Alguns se dedicam aos seus negócios, buscando gerar algum bem no mundo; outros se concentram em causas como ajudar os desabrigados ou trabalhar pelos direitos dos animais.
O que quer que seja, é crucial identificar ao que você dedicará sua vida.
O motivo é simples: isso lhe dará clareza e direção.
Permite que você comece a entender a que dizer “sim” e a que dizer “não”.
Pense nisso como uma “Estrela Guia”. Você pode não saber o que há no caminho, mas sabe a direção que está seguindo o tempo todo.
Se você conhece sua direção, fica fácil dizer “sim” a certas coisas se elas se alinham com seus objetivos e com quem você quer ser.
E também fica muito fácil dizer “não” a outras, porque você pode perguntar: “Isso se alinha com o caminho da minha vida, com meus valores, com quem eu quero ser e com o que quero dedicar minha vida?”
Se a resposta for não, é um “não” fácil.
Pergunte-se: o que realmente importa para você?
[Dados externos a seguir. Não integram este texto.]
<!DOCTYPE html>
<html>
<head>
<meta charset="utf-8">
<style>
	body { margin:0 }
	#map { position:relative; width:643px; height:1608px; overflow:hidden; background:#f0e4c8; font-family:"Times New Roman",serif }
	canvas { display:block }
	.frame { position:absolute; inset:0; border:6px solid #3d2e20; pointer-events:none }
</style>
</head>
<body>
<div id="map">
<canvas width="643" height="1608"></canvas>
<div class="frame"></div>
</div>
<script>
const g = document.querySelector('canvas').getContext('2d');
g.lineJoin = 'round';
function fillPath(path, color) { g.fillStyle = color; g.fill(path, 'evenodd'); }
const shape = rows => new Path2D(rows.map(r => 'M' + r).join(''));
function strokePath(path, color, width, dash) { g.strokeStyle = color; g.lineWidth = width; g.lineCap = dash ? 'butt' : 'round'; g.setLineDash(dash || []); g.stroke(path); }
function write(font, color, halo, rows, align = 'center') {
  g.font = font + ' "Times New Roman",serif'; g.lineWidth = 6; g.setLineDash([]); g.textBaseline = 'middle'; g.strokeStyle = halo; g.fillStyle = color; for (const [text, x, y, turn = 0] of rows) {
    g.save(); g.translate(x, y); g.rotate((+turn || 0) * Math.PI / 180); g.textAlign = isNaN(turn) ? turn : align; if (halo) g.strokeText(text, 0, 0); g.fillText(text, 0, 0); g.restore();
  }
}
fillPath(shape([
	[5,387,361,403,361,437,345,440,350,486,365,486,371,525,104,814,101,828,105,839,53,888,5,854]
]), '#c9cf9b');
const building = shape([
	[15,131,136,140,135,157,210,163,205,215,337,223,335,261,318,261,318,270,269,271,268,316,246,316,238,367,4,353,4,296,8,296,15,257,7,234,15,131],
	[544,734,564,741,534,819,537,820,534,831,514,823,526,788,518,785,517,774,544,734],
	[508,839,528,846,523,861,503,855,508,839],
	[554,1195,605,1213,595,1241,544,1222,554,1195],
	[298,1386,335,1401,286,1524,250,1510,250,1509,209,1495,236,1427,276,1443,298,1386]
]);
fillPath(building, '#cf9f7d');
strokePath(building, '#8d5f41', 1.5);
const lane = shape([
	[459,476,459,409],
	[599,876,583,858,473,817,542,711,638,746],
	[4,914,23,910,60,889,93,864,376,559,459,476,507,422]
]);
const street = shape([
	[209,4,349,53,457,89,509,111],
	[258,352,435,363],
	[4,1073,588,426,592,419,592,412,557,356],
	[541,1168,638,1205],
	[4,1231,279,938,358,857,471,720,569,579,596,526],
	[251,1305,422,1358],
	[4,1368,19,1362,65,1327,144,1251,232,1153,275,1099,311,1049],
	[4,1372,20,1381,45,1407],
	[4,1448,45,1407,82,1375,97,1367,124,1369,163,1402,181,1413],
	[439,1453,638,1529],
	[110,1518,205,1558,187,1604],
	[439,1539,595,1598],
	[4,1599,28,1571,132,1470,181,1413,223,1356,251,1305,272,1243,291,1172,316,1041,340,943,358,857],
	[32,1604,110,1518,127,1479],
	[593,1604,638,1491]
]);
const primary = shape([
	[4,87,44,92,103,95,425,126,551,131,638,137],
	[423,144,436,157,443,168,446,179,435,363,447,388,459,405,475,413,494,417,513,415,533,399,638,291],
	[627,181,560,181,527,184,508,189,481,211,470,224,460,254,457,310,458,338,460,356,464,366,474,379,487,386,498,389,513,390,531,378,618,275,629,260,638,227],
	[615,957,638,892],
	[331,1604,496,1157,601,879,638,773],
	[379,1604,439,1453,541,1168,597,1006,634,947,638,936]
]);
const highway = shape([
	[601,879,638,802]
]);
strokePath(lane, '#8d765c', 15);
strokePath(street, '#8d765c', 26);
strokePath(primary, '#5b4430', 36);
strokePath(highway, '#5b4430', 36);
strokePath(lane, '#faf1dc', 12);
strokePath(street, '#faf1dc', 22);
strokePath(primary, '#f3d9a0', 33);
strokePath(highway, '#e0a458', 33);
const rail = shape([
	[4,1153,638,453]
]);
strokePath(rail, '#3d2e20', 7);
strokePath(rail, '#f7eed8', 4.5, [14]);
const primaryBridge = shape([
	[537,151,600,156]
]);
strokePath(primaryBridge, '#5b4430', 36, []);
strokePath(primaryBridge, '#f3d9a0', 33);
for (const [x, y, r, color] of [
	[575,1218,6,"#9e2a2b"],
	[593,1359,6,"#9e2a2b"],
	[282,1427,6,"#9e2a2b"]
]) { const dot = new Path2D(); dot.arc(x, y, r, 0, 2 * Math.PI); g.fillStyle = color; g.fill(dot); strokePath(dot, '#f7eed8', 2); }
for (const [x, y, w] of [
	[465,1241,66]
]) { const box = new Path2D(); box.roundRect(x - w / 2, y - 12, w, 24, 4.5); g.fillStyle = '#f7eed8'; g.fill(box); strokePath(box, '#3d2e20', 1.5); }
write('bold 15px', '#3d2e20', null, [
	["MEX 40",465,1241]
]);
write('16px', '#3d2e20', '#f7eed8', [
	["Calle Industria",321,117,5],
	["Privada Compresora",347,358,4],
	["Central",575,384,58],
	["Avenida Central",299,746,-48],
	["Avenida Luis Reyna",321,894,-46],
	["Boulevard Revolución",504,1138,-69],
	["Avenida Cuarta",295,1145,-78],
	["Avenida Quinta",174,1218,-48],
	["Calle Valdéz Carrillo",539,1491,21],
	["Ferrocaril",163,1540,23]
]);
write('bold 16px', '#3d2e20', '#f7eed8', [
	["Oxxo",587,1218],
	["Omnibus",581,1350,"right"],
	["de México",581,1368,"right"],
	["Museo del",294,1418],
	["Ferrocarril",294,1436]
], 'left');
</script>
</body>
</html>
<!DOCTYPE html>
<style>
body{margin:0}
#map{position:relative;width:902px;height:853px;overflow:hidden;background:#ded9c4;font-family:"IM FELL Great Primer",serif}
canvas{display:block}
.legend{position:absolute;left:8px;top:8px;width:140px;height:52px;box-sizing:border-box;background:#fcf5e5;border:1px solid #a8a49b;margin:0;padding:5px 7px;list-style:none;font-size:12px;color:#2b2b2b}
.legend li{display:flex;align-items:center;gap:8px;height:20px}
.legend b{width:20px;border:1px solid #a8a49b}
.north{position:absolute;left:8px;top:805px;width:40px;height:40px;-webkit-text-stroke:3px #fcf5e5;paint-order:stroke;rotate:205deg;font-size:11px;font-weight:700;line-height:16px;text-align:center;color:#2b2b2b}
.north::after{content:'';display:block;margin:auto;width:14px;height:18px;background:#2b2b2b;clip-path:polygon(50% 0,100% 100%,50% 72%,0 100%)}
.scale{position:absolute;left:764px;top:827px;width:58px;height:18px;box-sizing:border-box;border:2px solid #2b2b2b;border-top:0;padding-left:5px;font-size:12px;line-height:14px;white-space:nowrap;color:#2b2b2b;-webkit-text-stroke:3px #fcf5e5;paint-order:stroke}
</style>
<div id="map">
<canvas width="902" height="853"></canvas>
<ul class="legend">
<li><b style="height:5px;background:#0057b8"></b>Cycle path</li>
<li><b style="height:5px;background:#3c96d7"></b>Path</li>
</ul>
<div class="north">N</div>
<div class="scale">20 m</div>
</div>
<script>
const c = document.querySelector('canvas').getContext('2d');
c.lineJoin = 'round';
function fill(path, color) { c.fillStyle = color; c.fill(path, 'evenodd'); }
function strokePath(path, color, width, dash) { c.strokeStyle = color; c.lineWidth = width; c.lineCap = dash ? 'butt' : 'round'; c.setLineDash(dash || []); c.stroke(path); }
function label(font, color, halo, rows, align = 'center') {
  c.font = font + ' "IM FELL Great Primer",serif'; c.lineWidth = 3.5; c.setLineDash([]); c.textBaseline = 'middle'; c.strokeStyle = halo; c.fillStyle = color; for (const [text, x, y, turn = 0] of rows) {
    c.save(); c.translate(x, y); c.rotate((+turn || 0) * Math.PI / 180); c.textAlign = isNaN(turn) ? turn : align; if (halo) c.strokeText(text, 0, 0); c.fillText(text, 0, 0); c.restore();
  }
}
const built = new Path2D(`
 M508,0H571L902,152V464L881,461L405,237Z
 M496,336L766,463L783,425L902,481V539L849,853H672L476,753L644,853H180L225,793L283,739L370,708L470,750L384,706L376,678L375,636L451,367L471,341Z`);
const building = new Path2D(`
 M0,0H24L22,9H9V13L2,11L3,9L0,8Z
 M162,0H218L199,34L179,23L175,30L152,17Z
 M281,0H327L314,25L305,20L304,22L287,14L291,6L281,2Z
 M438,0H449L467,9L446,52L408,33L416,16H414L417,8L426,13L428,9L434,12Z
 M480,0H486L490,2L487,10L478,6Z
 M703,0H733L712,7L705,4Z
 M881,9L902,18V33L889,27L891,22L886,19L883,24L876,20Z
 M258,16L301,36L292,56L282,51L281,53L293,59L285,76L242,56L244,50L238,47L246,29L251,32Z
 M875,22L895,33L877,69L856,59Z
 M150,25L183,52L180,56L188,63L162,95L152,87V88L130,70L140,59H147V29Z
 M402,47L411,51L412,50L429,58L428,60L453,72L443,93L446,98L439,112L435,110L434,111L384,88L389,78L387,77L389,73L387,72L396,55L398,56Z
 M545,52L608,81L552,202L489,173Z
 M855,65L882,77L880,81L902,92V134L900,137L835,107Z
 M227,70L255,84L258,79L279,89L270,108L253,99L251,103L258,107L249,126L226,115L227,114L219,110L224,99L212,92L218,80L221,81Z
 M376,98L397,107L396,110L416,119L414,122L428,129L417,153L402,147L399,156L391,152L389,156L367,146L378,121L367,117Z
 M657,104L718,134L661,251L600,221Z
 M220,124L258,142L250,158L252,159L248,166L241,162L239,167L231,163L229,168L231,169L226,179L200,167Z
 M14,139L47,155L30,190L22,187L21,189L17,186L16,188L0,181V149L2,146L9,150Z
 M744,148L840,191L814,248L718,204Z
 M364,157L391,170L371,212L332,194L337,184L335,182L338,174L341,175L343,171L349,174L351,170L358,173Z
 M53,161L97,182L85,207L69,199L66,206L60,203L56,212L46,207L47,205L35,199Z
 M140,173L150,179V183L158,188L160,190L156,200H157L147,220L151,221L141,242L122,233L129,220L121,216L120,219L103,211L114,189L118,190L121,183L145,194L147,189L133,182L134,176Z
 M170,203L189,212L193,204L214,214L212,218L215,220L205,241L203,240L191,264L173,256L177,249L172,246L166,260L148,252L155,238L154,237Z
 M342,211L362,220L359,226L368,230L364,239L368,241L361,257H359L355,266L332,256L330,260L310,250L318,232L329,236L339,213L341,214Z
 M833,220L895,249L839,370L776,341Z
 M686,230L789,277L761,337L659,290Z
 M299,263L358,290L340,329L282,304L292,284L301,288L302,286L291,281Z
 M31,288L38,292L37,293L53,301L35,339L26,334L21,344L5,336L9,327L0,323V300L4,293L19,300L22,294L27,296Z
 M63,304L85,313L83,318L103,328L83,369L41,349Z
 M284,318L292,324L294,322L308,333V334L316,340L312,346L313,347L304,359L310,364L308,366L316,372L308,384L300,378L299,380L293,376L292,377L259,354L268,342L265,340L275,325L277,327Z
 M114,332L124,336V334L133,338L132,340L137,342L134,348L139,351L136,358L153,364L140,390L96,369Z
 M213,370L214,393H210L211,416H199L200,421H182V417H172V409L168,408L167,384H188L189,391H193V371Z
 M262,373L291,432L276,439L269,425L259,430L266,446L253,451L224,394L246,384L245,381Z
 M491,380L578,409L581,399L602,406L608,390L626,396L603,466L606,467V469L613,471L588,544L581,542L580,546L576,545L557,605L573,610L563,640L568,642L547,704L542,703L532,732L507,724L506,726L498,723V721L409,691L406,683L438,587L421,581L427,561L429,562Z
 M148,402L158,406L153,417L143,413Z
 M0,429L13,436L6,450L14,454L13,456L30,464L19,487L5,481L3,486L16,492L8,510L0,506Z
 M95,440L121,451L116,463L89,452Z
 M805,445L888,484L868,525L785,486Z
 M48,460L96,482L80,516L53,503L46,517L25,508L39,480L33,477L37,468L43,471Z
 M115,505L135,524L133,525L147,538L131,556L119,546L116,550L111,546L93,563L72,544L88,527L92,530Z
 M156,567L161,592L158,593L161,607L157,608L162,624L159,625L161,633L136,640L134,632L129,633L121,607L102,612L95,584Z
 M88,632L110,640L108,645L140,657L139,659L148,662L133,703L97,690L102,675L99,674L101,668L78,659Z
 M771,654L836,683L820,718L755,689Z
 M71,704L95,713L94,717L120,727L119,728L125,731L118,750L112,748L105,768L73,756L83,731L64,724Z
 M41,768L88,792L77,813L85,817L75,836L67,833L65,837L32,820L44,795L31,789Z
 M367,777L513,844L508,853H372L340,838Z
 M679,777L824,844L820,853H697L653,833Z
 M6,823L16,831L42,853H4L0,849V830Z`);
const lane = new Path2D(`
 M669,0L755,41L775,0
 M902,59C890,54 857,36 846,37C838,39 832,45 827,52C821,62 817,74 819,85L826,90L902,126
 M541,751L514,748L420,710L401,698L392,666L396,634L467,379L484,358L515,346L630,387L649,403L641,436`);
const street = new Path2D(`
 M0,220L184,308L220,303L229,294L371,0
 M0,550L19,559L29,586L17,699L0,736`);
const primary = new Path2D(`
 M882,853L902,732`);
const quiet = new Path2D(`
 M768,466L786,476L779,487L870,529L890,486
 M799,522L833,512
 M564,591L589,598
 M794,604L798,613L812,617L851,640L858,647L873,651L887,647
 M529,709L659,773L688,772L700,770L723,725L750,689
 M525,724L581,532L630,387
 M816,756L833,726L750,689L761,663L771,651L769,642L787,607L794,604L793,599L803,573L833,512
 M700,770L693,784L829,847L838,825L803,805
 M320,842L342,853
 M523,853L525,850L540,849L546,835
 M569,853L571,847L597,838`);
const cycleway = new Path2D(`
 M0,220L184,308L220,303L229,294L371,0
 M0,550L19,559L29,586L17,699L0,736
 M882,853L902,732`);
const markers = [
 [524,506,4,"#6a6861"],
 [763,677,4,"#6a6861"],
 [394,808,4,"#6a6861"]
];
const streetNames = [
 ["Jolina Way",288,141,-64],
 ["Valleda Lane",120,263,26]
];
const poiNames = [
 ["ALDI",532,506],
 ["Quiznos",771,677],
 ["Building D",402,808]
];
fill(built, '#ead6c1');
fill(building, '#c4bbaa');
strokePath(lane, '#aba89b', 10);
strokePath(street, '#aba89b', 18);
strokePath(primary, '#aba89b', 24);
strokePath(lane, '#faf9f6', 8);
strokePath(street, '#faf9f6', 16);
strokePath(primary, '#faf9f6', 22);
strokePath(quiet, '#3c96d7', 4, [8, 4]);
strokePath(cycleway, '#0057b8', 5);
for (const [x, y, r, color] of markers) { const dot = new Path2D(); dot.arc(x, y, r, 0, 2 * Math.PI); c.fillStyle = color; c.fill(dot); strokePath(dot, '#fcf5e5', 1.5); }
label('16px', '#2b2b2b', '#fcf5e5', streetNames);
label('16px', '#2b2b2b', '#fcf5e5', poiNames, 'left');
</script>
Como você pode dedicar seu tempo e energia a isso?
Sua vida será mais gratificante se você investir tempo em uma causa que o preencha.
Isso o deixará mais animado para acordar de manhã e fazer algo pelos outros, pelos seres, pelos animais, ou o que quer que seja significativo para você.
Ao percorrer e tomar decisões sobre esses pilares, você começará a ter um plano de vida claro sobre quem você quer ser, com quem quer se cercar, como quer agir e, fundamentalmente, o que você será nesta vida, durante o tempo em que estiver aqui.
Que sua missão seja sempre tornar o dia de alguém melhor.